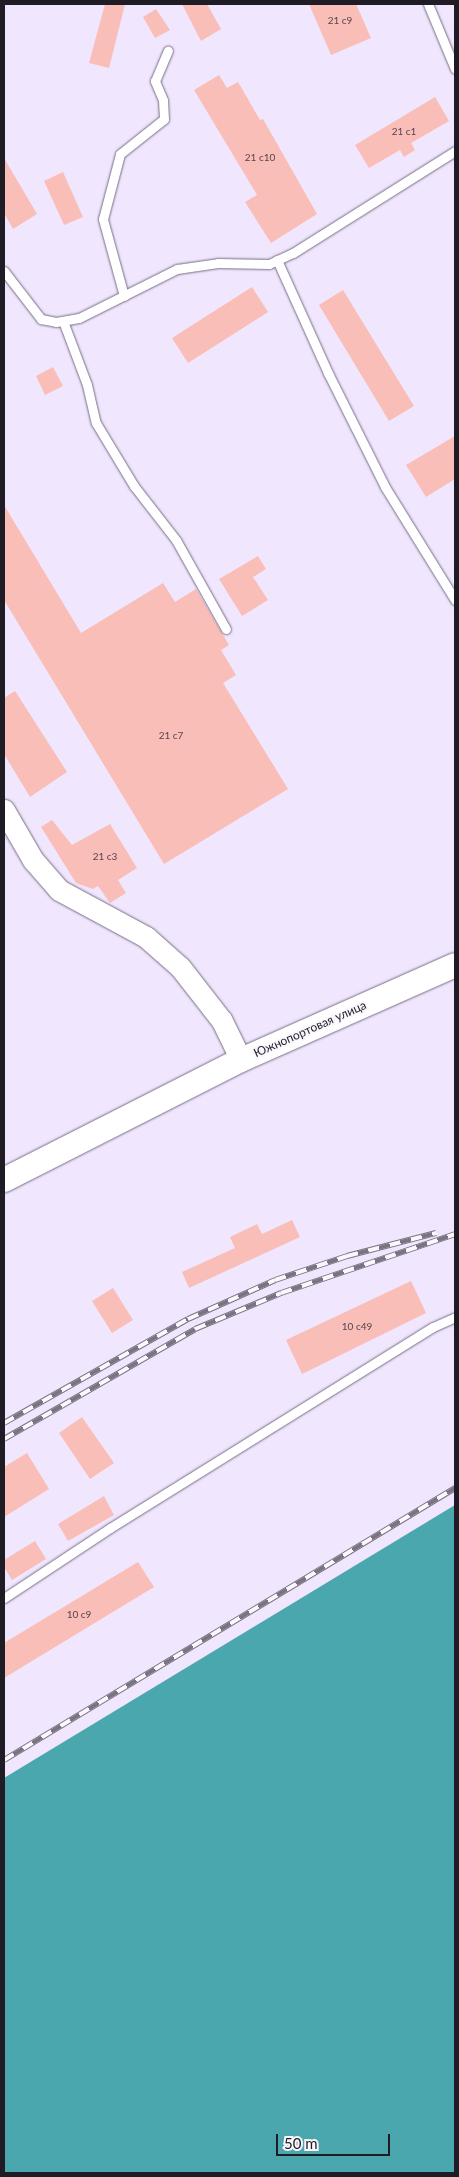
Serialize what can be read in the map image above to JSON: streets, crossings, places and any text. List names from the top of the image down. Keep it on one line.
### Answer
{"streets":{"main road":["Южнопортовая улица"]},"house_numbers":["21 с9","21 с1","21 с10","21 с7","21 с3","10 с49","10 с9"],"scale_bar":"50 m"}
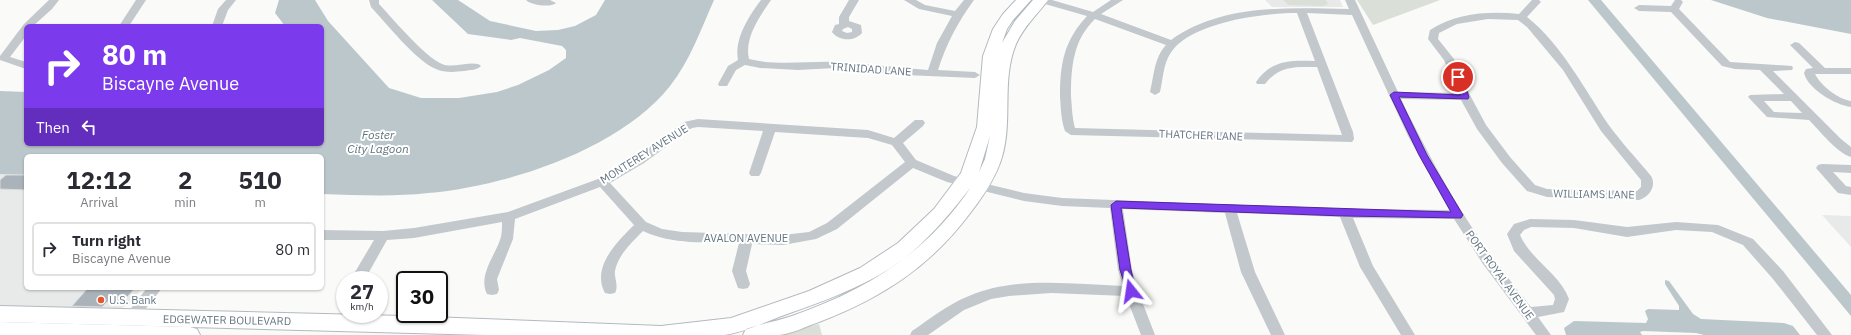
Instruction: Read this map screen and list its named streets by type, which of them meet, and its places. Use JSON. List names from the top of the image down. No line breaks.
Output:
{"streets":{"street":["TRINIDAD LANE","THATCHER LANE","MONTEREY AVENUE","WILLIAMS LANE","AVALON AVENUE","PORT ROYAL AVENUE","EDGEWATER BOULEVARD"]},"crossings":[["MONTEREY AVENUE","AVALON AVENUE"]],"water":["Foster City Lagoon"],"places":["U.S. Bank"],"page":{"turn":["80 m","Biscayne Avenue"],"then":"Then","eta":["12:12","Arrival","2","min","510","m"],"list":[{"name":"Turn right","note":"Biscayne Avenue","value":"80 m"}],"speed":"27 km/h","limit":"30"}}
⁂
## [Task prompt]
Search the data for the string "names" and copy every line where it appears.

## [Finished task]
Serialize what can be read in the map image above to JSON: streets, crossings, places and any text. List names from the top of the image down. Keep it on one line.
Instruction: Read this map screen and list its named streets by type, which of them meet, and its places. Use JSON. List names from the top of the image down. No line breaks.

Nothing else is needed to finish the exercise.